THE PROBLEM: Leave the pictures out and quote every line from the start of the listing to the line with "--surface:#fff; --page:#f6f6f7; --text:#1f2937;", inclusive.

DATA SHOWN:

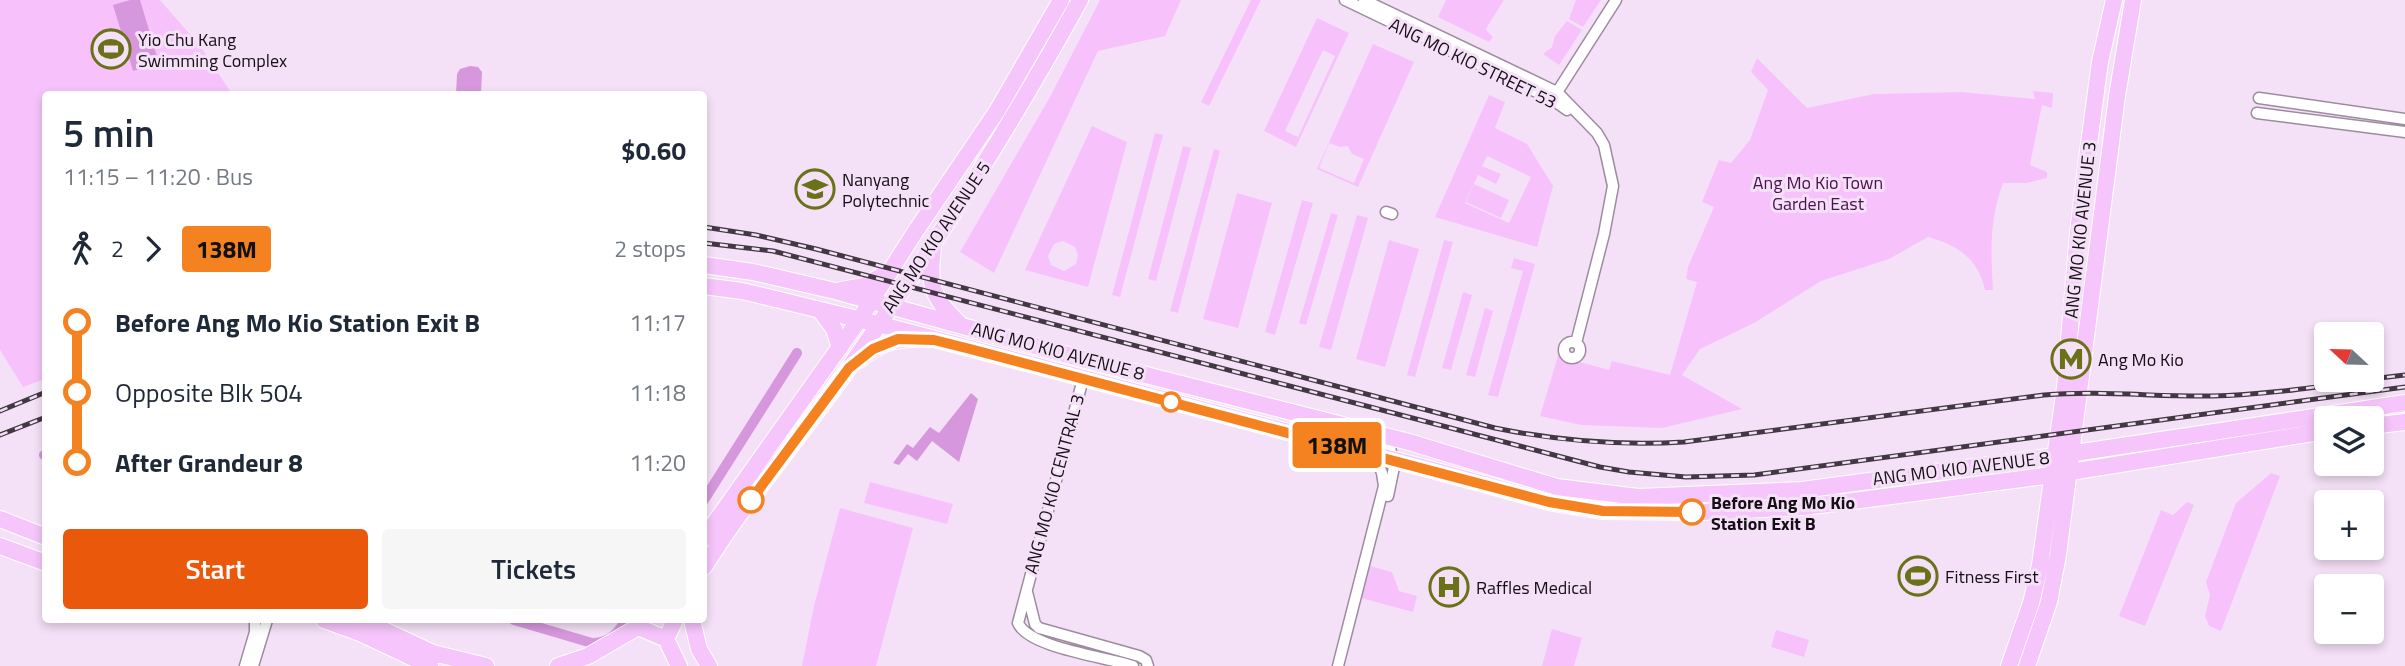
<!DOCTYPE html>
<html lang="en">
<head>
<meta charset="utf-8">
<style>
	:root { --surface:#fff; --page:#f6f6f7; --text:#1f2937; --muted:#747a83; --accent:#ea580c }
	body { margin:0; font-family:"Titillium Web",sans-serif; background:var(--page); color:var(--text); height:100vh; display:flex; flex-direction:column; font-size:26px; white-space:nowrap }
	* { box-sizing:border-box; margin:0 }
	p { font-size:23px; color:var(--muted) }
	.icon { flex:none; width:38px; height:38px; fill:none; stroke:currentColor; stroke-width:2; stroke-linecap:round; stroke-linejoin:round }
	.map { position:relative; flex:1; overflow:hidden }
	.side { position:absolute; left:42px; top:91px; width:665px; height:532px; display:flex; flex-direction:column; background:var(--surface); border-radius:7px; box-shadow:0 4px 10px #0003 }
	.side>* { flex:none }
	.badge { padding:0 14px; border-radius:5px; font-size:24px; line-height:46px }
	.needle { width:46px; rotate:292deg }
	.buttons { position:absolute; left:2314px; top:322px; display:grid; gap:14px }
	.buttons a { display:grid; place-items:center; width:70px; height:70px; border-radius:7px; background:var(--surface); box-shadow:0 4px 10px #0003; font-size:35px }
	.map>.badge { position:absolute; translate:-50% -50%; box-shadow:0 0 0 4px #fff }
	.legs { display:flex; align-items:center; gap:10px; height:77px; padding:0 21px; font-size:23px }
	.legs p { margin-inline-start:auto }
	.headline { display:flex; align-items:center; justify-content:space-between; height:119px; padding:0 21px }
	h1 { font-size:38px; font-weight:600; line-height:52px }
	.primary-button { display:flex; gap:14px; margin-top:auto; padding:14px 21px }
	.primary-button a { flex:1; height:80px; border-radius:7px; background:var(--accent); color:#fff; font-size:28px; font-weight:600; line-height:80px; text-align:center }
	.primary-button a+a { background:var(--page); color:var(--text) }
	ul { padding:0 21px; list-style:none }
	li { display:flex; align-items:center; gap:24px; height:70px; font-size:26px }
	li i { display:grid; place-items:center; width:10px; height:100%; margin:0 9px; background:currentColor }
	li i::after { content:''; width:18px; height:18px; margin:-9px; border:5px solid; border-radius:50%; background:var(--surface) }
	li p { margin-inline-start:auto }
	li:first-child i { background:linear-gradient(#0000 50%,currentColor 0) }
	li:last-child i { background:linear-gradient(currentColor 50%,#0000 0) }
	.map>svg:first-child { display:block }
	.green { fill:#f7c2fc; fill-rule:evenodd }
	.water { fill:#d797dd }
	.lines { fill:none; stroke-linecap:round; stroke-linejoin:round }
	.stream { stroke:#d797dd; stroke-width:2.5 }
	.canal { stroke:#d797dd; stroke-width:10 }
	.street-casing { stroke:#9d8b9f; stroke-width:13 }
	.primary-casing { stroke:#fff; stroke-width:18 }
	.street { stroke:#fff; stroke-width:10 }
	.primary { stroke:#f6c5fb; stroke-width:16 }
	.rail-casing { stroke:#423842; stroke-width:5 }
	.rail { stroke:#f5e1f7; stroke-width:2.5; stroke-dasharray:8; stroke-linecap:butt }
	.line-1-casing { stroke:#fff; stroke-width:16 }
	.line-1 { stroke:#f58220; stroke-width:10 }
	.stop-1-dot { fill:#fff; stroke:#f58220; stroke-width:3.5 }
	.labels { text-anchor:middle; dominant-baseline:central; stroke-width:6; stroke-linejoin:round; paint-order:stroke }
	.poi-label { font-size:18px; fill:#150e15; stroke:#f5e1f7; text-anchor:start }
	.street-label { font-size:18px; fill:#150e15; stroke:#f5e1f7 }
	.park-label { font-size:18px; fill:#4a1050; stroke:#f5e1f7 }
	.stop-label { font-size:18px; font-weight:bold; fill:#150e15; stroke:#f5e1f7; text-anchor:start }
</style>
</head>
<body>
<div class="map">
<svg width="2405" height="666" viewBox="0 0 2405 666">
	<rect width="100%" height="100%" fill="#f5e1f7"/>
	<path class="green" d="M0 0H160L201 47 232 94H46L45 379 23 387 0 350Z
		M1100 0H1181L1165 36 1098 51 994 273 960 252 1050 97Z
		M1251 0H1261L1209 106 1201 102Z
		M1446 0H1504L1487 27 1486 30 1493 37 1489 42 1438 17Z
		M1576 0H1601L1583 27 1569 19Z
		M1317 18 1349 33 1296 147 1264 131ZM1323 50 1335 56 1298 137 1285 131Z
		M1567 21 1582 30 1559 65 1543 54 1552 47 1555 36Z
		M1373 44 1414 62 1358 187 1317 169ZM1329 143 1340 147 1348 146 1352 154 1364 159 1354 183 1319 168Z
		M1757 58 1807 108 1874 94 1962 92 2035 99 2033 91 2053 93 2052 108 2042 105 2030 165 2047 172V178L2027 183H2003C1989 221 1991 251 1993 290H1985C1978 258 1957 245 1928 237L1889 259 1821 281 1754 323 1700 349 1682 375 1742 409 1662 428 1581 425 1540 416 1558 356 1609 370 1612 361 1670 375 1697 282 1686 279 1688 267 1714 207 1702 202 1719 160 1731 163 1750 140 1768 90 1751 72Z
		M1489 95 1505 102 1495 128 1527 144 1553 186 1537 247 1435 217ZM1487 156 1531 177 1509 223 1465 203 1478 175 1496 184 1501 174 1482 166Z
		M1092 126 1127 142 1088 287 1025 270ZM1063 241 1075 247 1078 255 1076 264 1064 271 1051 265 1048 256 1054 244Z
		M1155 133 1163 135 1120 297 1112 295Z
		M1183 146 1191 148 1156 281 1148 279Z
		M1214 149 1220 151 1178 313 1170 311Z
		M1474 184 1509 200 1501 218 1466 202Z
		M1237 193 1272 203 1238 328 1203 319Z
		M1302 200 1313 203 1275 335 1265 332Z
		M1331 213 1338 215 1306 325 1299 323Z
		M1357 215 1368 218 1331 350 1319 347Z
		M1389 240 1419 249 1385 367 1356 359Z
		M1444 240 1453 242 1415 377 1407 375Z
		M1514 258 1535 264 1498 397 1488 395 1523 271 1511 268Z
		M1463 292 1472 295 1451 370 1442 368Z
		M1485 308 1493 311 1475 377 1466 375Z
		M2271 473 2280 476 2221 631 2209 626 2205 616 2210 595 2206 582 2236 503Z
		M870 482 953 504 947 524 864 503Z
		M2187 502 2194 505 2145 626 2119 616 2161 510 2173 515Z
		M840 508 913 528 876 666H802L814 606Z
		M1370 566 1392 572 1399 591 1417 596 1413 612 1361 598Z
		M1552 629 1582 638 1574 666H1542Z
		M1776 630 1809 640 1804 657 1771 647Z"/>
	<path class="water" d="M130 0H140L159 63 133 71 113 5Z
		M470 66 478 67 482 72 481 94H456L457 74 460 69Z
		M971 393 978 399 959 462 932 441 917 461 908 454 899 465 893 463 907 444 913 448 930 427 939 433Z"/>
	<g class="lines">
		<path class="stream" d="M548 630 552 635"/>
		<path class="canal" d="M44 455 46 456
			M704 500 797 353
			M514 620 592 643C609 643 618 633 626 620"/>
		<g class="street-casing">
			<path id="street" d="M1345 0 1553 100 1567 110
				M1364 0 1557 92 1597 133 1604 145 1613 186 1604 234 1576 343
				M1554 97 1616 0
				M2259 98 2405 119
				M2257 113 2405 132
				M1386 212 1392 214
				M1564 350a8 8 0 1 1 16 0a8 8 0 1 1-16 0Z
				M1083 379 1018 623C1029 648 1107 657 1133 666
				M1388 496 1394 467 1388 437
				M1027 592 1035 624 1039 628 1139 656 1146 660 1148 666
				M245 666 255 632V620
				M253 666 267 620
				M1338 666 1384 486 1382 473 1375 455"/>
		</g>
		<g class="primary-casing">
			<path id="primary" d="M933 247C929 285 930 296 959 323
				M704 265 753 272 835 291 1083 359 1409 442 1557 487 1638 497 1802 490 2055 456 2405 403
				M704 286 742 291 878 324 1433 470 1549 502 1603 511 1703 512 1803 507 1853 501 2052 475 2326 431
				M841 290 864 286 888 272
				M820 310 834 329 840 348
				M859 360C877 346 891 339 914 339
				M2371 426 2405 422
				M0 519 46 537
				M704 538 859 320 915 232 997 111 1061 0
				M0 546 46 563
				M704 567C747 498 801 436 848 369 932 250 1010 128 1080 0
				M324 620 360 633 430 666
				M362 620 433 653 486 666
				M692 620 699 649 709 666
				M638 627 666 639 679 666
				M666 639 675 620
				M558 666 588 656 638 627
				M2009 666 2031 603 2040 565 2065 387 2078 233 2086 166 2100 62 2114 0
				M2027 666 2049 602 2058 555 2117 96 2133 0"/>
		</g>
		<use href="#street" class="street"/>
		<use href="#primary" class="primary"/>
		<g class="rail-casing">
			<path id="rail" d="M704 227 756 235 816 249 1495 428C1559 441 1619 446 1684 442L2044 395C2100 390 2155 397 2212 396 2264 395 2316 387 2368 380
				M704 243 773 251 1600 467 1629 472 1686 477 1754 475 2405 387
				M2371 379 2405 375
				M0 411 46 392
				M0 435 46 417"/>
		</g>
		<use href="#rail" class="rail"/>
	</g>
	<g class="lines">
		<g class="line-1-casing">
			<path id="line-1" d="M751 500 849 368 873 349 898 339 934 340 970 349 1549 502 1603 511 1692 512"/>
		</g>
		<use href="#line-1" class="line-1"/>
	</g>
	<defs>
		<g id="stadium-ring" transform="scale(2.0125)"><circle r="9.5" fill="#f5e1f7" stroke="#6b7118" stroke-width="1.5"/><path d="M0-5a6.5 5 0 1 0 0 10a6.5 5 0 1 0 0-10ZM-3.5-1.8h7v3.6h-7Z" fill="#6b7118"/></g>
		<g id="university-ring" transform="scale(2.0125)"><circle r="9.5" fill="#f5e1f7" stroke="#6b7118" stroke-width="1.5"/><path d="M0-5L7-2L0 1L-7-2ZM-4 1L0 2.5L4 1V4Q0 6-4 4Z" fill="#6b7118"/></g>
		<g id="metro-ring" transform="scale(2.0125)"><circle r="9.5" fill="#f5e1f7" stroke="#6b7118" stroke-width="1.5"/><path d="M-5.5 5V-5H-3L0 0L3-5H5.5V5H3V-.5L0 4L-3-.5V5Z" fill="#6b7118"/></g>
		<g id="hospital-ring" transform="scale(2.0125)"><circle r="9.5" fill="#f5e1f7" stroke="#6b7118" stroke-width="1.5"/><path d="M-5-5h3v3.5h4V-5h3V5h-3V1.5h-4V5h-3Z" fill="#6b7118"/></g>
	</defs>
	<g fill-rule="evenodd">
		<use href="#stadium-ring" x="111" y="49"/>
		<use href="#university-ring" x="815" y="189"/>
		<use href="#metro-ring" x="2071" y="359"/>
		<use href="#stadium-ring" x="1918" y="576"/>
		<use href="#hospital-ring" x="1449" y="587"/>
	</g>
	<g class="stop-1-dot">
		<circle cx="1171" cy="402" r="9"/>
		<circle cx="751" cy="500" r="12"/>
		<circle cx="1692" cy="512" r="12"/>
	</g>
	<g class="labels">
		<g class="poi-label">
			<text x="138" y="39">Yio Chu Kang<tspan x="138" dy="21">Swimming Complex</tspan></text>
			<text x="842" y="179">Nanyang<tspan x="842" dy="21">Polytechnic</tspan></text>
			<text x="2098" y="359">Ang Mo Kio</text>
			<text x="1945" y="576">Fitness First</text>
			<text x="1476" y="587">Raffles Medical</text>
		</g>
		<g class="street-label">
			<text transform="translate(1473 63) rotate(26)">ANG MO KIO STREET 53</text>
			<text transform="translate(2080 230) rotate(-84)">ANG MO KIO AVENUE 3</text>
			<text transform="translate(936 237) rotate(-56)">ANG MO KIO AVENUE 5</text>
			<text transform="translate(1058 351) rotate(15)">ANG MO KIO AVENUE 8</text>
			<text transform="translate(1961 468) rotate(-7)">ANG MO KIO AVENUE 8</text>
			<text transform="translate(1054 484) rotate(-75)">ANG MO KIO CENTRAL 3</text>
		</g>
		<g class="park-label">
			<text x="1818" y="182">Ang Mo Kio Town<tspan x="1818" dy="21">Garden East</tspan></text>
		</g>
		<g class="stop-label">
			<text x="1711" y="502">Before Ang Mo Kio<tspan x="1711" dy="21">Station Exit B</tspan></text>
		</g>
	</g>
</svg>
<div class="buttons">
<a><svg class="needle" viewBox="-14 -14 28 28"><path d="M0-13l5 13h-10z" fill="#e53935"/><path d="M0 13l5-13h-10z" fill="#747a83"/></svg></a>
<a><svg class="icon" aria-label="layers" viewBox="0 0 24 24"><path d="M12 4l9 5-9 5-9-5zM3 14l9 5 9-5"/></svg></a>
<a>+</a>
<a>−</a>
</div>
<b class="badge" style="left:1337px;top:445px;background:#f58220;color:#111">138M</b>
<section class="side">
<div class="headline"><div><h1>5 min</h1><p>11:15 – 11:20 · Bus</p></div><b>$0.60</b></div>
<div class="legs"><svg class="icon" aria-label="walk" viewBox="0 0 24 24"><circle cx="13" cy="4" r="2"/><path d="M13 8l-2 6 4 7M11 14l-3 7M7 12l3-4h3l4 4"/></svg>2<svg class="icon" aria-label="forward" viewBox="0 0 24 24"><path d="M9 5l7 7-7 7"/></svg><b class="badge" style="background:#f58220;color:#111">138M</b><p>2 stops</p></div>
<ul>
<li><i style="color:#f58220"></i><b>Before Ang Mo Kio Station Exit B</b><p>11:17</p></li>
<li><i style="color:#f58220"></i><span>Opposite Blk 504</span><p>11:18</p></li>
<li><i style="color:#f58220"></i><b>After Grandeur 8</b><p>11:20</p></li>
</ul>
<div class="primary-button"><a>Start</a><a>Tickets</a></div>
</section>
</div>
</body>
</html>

FINAL ANSWER:
<!DOCTYPE html>
<html lang="en">
<head>
<meta charset="utf-8">
<style>
	:root { --surface:#fff; --page:#f6f6f7; --text:#1f2937; --muted:#747a83; --accent:#ea580c }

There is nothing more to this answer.